TRY IT> Your answer should consist of the lines in the data below that contain "worn".

Collected data
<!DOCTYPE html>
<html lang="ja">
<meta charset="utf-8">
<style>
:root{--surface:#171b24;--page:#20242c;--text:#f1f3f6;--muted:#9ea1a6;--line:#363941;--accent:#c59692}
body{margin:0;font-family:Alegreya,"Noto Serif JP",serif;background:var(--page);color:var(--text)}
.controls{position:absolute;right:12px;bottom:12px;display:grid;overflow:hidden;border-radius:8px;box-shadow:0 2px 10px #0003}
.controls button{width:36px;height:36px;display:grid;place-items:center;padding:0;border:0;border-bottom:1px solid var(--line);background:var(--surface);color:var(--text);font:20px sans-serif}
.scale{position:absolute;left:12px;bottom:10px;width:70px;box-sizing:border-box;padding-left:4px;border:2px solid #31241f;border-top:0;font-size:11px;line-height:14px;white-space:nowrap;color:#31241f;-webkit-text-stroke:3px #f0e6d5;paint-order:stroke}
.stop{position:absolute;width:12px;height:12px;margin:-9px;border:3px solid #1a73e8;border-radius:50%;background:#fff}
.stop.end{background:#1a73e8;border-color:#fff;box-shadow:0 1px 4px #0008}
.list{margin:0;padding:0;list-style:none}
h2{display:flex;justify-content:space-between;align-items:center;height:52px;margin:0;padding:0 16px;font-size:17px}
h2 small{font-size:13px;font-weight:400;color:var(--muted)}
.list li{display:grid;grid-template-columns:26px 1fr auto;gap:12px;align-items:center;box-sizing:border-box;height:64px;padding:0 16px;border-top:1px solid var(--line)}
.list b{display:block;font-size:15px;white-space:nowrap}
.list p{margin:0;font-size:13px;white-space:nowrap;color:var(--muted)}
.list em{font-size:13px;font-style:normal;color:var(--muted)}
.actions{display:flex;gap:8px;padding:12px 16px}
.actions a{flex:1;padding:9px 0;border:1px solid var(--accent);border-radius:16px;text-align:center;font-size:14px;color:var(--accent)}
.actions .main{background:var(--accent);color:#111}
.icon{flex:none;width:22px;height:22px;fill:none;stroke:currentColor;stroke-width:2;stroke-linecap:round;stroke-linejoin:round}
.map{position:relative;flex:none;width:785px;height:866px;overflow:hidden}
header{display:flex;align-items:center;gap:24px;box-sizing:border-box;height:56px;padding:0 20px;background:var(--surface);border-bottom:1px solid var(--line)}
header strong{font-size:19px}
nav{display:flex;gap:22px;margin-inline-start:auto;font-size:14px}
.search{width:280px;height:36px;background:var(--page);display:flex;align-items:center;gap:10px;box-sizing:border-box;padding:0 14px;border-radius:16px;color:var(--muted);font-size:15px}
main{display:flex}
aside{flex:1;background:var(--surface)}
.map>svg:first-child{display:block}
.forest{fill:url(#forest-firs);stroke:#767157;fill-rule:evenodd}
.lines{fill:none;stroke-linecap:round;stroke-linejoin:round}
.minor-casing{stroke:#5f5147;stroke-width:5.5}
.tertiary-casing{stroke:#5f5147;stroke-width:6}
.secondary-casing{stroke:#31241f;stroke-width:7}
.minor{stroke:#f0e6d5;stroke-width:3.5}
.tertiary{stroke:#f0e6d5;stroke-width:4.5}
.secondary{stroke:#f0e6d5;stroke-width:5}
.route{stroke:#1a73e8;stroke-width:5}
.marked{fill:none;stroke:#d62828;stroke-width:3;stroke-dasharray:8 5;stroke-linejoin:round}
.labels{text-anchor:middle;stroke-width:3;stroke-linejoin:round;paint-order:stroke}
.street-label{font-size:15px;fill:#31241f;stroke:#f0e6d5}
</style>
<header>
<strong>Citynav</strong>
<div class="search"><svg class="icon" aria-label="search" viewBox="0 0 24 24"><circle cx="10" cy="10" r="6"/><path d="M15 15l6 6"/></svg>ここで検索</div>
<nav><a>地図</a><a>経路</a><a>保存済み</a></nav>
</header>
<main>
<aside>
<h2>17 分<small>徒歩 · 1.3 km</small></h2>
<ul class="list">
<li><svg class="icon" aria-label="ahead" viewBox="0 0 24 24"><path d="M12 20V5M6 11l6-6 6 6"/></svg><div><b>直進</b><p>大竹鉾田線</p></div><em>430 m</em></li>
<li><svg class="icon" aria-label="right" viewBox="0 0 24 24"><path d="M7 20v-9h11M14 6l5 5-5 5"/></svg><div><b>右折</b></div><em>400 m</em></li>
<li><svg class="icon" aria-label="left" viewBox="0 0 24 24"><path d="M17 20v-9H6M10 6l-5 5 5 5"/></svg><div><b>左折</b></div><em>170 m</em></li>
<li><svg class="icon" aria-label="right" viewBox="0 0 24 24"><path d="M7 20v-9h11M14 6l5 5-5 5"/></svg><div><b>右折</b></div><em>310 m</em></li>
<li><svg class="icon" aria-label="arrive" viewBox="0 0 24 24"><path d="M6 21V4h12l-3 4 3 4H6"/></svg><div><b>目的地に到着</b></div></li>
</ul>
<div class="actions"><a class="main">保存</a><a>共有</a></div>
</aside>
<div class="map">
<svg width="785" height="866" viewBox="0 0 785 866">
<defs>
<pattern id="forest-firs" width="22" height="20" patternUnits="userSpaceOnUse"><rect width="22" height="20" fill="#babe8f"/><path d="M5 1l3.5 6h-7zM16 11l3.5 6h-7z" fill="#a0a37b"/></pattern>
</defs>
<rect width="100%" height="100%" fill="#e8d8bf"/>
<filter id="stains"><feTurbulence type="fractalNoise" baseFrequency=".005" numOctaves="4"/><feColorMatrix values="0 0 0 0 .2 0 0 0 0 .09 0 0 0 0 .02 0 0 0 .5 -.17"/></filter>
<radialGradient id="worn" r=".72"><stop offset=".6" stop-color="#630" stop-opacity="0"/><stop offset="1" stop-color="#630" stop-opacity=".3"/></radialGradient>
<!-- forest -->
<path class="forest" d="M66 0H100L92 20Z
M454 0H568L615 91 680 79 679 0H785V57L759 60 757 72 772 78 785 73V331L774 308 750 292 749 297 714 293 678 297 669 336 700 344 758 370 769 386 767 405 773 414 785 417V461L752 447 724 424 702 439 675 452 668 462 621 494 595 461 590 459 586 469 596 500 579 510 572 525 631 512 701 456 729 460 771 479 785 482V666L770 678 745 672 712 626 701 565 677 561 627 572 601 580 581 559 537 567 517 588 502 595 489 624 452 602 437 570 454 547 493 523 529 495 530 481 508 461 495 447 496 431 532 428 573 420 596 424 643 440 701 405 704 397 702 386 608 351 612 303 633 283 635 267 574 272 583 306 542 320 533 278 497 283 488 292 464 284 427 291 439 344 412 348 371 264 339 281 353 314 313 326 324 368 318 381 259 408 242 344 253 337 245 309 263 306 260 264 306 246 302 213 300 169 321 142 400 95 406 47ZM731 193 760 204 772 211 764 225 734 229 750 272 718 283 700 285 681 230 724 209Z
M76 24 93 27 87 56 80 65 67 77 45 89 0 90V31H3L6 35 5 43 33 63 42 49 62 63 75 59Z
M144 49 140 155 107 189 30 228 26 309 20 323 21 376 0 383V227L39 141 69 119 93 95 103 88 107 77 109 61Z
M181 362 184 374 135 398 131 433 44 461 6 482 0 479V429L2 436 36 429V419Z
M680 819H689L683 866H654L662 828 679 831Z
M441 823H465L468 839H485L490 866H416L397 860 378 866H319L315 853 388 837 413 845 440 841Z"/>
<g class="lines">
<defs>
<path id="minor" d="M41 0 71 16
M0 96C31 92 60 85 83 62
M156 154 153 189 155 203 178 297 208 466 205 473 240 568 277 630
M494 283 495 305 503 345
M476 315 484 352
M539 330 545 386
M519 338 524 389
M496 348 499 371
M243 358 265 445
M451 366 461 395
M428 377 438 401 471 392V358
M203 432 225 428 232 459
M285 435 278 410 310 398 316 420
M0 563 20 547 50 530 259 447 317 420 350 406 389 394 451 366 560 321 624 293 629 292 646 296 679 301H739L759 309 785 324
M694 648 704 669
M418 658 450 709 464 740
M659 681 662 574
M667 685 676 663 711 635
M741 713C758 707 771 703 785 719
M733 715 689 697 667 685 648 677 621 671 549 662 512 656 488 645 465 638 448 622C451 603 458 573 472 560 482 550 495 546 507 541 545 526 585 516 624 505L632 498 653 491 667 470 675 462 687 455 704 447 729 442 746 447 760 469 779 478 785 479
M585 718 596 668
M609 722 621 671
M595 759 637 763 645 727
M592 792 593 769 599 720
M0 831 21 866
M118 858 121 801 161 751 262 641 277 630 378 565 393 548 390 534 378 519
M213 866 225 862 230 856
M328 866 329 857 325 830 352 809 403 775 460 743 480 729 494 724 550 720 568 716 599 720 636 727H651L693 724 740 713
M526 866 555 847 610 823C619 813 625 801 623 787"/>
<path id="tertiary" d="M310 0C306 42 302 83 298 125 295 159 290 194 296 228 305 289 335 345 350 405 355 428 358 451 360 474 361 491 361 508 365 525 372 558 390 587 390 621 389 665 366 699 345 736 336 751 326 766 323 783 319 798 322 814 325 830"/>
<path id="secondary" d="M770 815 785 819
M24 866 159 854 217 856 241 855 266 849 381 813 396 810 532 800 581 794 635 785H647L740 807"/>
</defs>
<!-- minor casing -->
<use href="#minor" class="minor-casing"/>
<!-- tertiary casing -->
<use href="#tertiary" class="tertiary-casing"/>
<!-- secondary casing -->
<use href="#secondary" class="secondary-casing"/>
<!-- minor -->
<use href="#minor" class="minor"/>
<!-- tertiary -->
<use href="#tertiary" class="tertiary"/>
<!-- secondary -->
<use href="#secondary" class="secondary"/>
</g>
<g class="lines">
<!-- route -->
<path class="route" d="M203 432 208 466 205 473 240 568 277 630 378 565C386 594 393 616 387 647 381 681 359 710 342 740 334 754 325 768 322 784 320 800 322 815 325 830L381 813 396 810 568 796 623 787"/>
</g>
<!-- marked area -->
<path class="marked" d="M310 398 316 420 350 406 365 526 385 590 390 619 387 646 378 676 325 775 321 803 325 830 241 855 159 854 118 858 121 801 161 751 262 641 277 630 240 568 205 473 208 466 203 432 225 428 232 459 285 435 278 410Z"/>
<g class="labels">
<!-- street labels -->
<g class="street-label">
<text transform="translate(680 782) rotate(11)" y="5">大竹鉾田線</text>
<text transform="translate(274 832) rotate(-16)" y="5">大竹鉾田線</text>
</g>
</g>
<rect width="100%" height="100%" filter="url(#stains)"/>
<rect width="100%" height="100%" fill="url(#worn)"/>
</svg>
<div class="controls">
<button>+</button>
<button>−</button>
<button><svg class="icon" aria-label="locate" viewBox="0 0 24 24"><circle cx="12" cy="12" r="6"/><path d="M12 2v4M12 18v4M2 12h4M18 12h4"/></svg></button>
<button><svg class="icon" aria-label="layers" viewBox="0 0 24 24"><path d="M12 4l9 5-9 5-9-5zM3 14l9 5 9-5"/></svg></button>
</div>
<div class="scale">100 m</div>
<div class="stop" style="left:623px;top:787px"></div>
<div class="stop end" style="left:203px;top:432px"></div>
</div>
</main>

TASK OUTPUT>
<radialGradient id="worn" r=".72"><stop offset=".6" stop-color="#630" stop-opacity="0"/><stop offset="1" stop-color="#630" stop-opacity=".3"/></radialGradient>
<rect width="100%" height="100%" fill="url(#worn)"/>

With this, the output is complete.